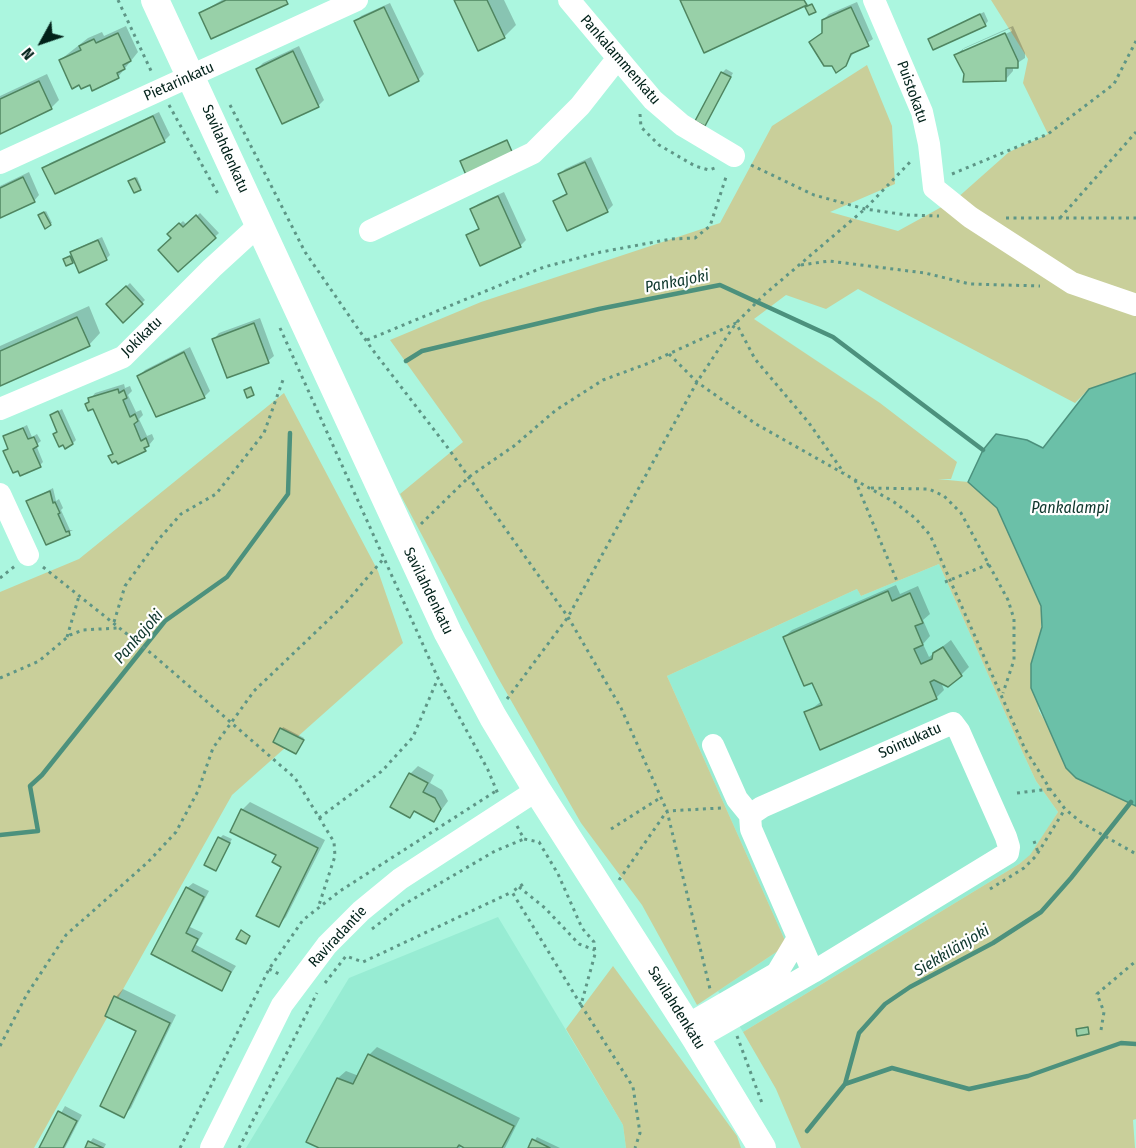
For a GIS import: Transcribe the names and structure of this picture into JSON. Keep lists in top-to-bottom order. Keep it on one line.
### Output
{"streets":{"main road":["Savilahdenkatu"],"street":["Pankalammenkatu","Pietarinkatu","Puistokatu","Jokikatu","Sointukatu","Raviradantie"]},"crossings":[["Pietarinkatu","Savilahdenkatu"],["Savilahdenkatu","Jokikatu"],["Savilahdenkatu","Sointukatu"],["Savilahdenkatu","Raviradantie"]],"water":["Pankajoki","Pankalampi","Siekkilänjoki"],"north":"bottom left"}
§ §
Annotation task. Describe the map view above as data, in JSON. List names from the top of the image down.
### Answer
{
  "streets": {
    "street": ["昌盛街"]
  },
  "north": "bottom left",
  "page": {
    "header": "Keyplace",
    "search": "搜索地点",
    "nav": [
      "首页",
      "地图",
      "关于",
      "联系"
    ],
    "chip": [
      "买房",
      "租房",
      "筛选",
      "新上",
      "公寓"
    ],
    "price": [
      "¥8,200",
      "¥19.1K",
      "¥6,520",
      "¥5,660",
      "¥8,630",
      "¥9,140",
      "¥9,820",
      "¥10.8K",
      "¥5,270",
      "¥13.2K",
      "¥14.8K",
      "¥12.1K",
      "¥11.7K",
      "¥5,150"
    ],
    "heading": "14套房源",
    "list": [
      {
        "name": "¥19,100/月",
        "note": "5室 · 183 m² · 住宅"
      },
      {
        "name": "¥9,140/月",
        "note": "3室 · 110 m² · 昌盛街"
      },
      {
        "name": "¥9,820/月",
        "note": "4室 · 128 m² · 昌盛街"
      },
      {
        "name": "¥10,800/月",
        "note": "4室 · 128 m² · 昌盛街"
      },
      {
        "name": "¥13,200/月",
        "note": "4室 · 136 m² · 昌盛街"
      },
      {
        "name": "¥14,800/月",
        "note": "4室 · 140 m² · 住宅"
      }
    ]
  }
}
§ §
(Problem details) Go through the material above, and wherever a line holds the word "names", copy it.

(Task result)
For a GIS import: Transcribe the names and structure of this picture into JSON. Keep lists in top-to-bottom order. Keep it on one line.
Annotation task. Describe the map view above as data, in JSON. List names from the top of the image down.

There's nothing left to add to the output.